In der – heut nur noch sogenannten – deutschen Musikkritik (sie ist naturgemäss ebenso versklavt wie die gesamte Presse) begegnet man neuerdings dauernd der Unterscheidung von „deutscher“ und „nicht-“ oder „undeutscher“ Musik. Damit ist nicht etwa Musik ausländischer Herkunft gemeint. Die Bezeichnung zielt auf gewisse Stileigenschaften inländischer Kompositionen. Man fragt: woran eigentlich erkennt der Kritiker die „Undeutschheit“ einer Musik? Was ist deutsche Musik?

Höhepunkt des deutschen musikalischen Schaffens war unstreitig das 18. Jahrhundert. Bach, Händel,[1] Gluck, Haydn, Mozart, Beethoven sind Erscheinungen von noch heute kaum recht erfassbarem Format. Sämtlich rein deutsche Naturen, repräsentieren sie dieses Deutschtum in reichster Mannigfaltigkeit der Charaktere. Was deutscher Geist in der Musik zu schaffen vermag, ist hier zusammengefasst. Dieser Kreis kann kaum jemals wieder ähnlich erfüllt, niemals überschritten werden.

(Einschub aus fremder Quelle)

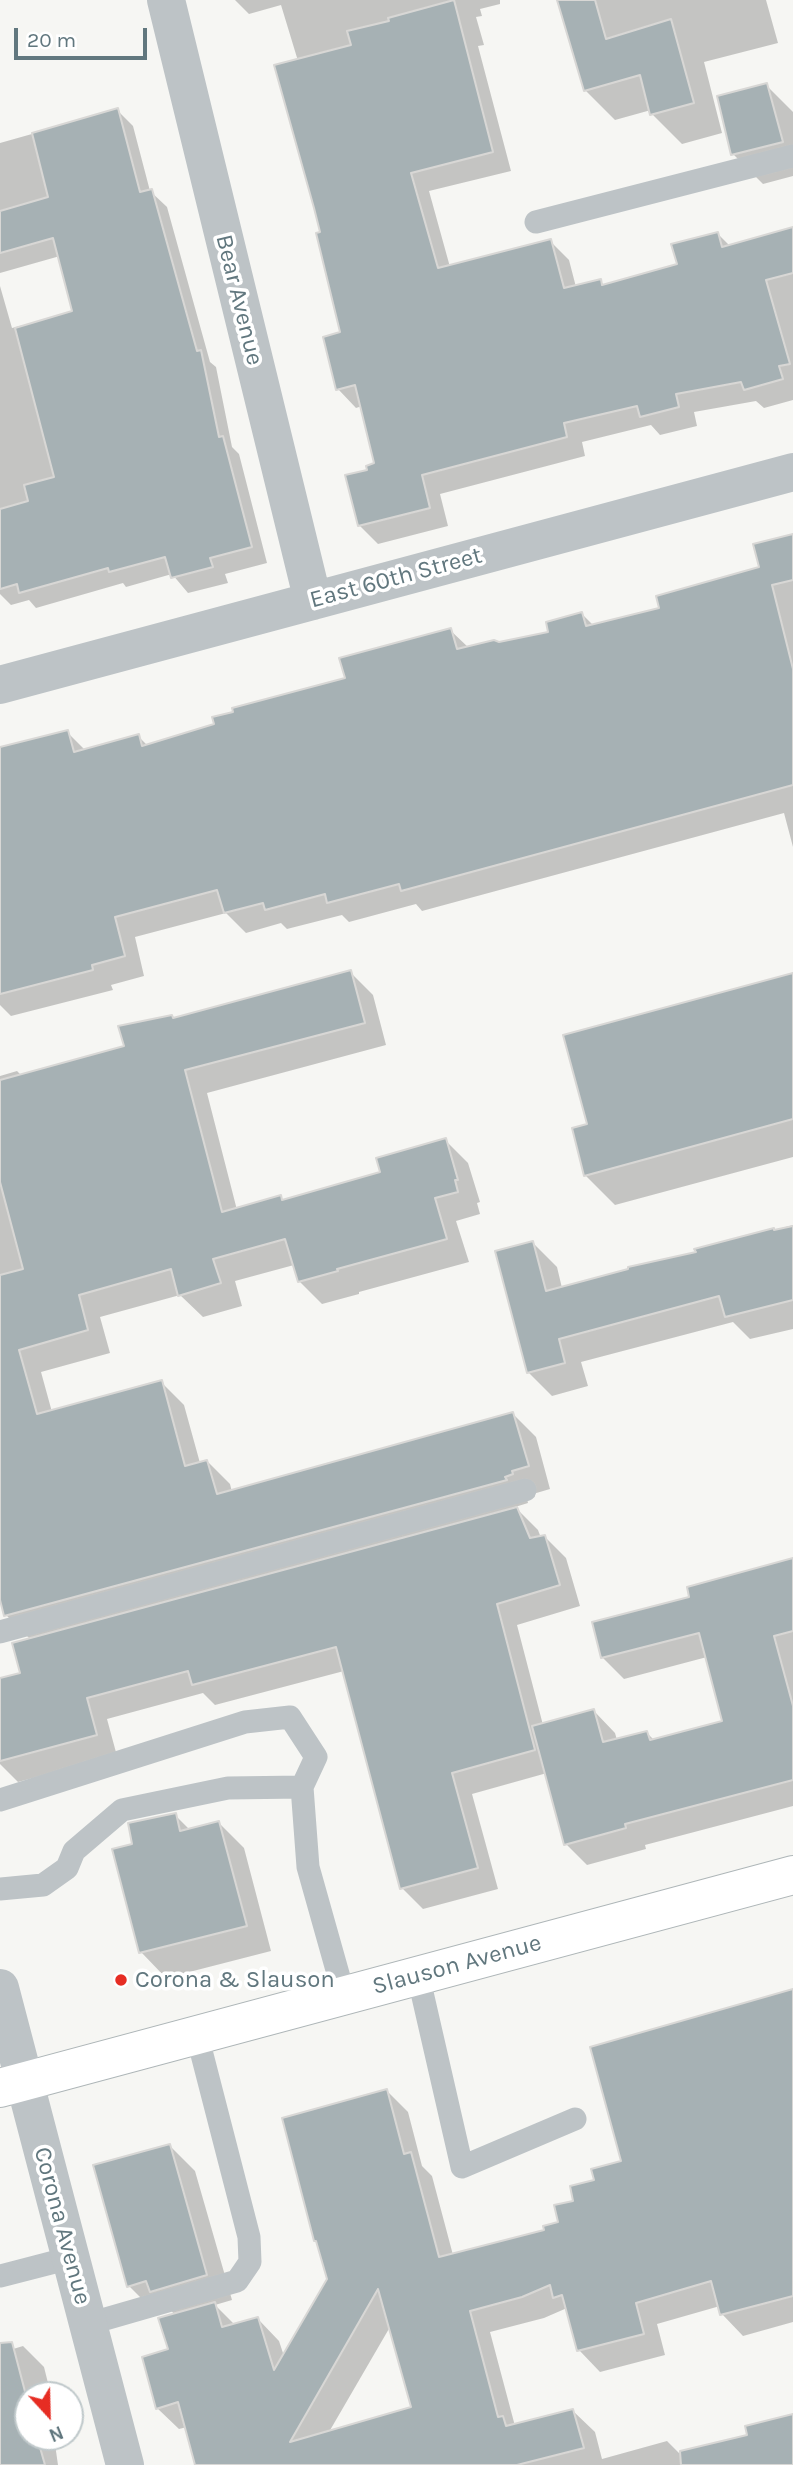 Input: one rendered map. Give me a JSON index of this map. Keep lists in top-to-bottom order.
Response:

Das 19. Jahrhundert hat in Richard Wagner noch einen deutschen Musiker von weltgeschichtlicher Bedeutung hervorgebracht. Wir wissen recht gut, wer Wagner war. Der Region jener erhabenen Geister aber bleibt er fern. „Sie sind die Götter, wir sind die Menschen“, hat Brahms einmal gesagt. Das Wort kennzeichnet den geistigen Abstand aller deutschen Musiker des 19. von denen des 18. Jahrhunderts.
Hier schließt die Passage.